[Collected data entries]
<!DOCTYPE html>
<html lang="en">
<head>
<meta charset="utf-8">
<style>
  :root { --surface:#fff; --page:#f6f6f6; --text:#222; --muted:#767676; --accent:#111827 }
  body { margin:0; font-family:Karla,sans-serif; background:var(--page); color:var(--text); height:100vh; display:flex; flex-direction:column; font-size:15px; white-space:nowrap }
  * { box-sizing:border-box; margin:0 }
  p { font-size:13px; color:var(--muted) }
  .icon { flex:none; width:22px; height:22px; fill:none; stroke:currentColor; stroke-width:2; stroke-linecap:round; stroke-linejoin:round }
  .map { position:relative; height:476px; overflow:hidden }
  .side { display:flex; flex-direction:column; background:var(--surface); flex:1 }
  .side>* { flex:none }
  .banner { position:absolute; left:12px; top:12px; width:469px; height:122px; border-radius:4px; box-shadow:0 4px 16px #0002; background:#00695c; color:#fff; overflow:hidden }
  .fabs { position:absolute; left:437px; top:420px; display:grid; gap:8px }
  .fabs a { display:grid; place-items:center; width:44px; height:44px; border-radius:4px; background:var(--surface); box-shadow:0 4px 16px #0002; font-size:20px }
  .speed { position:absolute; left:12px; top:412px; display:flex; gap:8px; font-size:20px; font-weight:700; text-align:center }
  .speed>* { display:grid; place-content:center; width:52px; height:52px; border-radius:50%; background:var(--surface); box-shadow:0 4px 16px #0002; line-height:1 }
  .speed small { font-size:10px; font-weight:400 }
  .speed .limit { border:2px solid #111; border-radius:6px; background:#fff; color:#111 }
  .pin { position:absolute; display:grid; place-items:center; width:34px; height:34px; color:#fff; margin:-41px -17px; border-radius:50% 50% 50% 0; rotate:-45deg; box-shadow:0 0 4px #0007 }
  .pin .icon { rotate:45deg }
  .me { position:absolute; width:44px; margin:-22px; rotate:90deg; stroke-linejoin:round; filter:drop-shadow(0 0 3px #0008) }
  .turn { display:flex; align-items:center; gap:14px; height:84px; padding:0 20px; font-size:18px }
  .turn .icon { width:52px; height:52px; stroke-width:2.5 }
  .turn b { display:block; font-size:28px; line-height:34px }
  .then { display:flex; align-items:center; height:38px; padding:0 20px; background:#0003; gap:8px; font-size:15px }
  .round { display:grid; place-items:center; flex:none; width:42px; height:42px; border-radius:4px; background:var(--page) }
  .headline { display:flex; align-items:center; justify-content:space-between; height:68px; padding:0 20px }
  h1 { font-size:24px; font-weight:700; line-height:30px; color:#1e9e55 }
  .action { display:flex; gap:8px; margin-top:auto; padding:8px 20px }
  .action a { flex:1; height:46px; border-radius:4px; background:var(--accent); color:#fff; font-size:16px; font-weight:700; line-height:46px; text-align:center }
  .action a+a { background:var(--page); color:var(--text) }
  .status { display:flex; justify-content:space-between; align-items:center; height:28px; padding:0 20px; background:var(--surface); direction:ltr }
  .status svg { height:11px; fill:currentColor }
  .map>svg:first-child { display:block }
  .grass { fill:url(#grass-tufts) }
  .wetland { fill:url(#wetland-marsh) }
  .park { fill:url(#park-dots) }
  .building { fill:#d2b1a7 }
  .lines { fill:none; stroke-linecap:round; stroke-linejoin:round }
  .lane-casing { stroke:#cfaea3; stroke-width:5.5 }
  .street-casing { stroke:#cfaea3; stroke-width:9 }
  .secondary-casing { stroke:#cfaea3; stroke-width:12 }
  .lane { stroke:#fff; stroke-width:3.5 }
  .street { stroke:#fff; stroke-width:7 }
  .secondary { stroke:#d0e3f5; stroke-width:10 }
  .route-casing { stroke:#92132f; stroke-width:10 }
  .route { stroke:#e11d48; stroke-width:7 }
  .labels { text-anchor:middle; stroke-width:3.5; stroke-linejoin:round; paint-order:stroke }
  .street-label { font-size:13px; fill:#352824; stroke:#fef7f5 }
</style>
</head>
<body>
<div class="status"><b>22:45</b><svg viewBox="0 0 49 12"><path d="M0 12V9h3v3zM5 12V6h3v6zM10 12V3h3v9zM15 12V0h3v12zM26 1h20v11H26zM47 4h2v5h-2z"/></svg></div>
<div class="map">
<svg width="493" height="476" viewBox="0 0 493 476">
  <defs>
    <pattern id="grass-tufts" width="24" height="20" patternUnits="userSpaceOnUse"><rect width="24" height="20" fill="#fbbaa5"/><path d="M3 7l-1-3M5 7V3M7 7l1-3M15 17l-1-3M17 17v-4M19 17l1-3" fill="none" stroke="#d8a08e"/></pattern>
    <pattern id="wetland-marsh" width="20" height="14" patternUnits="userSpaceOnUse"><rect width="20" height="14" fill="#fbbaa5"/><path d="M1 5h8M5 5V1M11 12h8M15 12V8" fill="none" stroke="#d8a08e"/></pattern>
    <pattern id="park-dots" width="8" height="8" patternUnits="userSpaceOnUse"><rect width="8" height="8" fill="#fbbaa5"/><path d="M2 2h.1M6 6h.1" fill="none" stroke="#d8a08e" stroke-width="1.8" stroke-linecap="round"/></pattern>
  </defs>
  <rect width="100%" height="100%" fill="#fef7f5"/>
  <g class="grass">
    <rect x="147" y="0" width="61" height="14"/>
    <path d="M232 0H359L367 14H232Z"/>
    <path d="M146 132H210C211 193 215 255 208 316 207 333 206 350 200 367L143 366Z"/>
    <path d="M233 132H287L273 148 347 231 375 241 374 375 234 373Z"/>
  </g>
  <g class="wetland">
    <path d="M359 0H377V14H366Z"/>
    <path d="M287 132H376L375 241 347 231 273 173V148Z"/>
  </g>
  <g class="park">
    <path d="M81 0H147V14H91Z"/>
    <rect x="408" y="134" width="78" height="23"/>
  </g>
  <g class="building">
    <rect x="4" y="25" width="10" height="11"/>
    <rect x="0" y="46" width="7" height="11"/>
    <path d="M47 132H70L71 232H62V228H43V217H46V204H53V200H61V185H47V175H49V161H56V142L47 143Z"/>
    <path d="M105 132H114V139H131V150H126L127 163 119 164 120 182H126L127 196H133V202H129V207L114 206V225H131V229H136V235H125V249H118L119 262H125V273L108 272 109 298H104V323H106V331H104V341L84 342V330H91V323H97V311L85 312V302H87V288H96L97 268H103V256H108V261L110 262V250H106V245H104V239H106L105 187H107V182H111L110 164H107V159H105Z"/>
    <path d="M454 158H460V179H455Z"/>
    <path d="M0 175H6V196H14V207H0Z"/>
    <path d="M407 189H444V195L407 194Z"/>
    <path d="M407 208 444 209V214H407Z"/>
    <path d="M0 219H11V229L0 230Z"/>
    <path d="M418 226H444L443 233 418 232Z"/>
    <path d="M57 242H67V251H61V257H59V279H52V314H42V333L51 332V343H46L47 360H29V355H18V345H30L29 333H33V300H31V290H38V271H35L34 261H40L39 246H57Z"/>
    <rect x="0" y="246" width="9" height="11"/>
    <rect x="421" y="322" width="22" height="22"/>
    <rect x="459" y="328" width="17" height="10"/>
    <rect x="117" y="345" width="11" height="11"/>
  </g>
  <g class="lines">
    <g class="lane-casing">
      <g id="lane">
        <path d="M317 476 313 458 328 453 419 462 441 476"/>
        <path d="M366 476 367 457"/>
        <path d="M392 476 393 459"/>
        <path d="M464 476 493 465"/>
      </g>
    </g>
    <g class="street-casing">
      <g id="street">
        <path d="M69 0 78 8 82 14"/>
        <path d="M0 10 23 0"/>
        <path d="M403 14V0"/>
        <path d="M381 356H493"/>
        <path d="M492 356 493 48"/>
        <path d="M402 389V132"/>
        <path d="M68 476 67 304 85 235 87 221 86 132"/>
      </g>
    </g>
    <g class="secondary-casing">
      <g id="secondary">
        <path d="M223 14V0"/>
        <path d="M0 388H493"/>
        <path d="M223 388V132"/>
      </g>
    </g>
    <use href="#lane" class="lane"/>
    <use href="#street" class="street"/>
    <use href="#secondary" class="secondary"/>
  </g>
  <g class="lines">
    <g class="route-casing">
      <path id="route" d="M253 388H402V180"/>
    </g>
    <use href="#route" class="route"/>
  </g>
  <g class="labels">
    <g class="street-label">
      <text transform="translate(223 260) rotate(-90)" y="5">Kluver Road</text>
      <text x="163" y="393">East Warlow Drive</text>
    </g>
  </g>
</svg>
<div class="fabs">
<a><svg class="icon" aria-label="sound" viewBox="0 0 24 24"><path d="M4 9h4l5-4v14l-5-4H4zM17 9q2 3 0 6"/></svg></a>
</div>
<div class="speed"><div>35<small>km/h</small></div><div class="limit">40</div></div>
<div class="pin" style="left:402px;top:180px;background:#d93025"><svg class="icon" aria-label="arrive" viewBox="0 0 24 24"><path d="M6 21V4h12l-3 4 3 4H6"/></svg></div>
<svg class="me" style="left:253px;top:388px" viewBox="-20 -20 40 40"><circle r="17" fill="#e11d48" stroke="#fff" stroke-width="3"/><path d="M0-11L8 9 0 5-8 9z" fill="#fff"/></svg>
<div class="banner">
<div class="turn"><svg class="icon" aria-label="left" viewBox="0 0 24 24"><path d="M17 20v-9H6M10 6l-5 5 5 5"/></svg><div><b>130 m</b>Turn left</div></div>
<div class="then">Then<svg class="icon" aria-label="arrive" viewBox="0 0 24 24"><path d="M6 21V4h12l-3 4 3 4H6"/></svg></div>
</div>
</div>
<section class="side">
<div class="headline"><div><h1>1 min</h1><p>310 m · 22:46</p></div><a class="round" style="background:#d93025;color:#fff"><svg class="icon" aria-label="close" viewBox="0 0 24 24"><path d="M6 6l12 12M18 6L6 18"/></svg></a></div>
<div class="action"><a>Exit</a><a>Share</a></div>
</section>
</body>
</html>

-- Requirement --
What is the number of lines in the records that contain the string "limit"? Give only that number.

-- Your response --
2